Extract each line of the records below that contains the word "picture".
(Record excerpts)
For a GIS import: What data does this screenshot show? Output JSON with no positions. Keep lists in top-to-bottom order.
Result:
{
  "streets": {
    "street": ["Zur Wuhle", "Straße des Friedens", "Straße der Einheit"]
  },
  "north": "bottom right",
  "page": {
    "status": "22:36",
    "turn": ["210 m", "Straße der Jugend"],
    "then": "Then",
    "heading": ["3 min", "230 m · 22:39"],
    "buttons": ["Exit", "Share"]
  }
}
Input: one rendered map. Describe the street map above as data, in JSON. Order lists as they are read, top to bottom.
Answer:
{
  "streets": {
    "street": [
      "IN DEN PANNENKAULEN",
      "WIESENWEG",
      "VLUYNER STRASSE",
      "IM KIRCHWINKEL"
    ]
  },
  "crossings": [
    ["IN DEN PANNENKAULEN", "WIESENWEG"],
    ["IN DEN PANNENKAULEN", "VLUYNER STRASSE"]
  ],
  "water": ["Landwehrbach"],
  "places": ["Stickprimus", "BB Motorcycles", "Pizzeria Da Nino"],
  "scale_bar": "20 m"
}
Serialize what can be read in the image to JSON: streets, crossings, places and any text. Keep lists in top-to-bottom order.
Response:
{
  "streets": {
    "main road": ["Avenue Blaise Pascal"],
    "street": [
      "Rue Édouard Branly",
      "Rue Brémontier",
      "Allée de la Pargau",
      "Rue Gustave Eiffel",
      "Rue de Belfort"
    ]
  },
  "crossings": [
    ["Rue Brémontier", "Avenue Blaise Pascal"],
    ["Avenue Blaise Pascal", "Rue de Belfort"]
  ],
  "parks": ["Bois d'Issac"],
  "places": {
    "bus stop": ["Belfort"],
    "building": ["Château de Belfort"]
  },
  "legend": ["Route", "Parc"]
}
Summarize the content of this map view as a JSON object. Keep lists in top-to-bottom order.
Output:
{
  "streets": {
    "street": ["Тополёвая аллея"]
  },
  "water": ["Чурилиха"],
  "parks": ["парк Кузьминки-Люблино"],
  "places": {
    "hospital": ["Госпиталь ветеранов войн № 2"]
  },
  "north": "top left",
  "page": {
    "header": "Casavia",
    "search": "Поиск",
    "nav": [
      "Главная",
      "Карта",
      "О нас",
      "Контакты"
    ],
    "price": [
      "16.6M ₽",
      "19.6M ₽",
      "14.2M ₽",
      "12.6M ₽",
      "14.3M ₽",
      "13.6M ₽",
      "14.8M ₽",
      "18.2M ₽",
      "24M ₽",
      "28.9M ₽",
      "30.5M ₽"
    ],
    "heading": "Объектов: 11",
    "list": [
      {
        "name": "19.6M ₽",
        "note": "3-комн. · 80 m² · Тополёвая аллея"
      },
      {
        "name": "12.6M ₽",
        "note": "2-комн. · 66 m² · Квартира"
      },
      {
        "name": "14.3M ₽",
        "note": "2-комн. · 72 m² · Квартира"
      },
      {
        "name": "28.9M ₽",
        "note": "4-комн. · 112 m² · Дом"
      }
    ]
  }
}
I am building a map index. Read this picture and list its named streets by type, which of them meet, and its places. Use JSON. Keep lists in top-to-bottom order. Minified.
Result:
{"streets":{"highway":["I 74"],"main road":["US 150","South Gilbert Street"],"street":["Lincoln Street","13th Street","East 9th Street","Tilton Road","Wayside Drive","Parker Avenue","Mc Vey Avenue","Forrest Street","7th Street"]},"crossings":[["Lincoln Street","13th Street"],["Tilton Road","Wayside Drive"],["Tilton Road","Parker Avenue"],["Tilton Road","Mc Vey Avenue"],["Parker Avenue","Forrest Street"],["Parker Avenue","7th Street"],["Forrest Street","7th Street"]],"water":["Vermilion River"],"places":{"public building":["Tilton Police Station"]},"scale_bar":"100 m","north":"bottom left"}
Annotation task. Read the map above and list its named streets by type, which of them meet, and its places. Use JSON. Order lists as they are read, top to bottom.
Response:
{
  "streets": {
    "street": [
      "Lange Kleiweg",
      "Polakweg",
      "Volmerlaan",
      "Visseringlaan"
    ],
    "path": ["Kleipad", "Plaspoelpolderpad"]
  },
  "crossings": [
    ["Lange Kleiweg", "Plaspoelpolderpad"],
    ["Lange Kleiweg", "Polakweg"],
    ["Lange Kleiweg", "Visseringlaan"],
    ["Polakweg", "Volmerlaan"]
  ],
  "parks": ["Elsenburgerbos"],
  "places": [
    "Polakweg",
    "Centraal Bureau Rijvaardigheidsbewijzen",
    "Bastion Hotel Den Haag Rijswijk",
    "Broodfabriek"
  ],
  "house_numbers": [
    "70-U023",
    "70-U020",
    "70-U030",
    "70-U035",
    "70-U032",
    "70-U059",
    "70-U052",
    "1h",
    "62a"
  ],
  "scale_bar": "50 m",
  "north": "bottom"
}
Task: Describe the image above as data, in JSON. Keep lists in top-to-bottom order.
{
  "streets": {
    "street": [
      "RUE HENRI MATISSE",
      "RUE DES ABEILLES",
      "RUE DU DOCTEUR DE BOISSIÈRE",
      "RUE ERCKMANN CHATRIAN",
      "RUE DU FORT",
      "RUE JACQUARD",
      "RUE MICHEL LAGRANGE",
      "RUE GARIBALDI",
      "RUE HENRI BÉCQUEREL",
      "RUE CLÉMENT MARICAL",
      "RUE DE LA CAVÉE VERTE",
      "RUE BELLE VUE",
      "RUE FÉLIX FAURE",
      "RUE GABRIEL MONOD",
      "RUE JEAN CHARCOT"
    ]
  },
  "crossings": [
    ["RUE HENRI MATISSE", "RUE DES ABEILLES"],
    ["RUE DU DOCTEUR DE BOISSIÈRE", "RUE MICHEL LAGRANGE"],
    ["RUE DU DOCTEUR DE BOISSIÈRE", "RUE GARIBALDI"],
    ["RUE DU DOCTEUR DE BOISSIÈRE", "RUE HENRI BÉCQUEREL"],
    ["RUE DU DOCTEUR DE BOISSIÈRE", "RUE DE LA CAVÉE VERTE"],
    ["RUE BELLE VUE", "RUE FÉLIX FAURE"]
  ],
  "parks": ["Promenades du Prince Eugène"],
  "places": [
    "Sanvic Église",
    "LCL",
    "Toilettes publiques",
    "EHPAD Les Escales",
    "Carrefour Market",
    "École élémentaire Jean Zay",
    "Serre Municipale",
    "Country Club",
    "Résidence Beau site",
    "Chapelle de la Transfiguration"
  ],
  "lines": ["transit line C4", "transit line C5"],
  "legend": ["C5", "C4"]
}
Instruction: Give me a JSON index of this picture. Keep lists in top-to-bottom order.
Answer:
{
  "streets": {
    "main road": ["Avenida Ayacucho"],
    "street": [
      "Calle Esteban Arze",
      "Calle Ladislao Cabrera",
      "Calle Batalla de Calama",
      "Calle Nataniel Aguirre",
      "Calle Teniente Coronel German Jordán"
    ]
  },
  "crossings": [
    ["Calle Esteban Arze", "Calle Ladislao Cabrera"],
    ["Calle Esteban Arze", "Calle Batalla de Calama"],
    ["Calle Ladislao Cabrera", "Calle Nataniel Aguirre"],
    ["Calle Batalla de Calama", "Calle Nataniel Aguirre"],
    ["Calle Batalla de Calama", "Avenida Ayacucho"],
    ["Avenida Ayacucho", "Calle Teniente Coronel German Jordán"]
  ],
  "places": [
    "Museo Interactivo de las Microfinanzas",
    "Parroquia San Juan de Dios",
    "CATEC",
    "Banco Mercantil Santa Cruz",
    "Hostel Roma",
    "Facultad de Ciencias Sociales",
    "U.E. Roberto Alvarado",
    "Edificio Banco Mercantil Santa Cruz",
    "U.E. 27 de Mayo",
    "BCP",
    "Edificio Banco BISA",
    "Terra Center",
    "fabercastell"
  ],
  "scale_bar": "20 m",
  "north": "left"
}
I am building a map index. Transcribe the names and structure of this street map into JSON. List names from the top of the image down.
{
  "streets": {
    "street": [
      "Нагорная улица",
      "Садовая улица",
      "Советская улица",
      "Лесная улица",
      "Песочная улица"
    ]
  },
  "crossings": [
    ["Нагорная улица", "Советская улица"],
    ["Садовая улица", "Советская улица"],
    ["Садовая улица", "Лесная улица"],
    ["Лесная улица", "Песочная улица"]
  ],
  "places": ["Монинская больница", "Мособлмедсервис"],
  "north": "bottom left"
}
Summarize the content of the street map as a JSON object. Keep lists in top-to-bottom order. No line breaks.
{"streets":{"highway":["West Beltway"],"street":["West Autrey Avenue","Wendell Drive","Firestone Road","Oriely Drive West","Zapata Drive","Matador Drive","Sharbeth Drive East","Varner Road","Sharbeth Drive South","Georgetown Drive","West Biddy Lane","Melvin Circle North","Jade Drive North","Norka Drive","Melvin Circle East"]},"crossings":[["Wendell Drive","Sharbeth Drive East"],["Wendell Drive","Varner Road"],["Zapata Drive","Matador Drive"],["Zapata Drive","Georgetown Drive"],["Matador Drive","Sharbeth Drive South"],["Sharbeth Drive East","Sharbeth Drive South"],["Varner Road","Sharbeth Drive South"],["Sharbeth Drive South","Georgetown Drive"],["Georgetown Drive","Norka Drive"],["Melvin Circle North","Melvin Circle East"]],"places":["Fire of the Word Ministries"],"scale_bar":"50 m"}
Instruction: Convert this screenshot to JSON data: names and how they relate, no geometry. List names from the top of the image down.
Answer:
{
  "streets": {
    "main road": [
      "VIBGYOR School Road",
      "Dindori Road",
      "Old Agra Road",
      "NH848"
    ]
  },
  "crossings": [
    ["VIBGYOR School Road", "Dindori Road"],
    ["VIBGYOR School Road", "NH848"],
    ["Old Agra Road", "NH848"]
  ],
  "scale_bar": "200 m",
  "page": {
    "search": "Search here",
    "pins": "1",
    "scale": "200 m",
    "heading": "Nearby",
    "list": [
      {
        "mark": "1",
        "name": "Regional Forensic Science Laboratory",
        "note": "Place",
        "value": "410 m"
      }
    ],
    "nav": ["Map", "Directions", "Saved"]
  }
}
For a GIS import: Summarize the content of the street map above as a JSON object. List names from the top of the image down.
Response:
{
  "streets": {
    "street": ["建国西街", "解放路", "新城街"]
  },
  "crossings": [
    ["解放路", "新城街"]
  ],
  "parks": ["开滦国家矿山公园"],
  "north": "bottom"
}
(End Record excerpts)
• Result for this exercise:
I am building a map index. Read this picture and list its named streets by type, which of them meet, and its places. Use JSON. Keep lists in top-to-bottom order. Minified.
Instruction: Give me a JSON index of this picture. Keep lists in top-to-bottom order.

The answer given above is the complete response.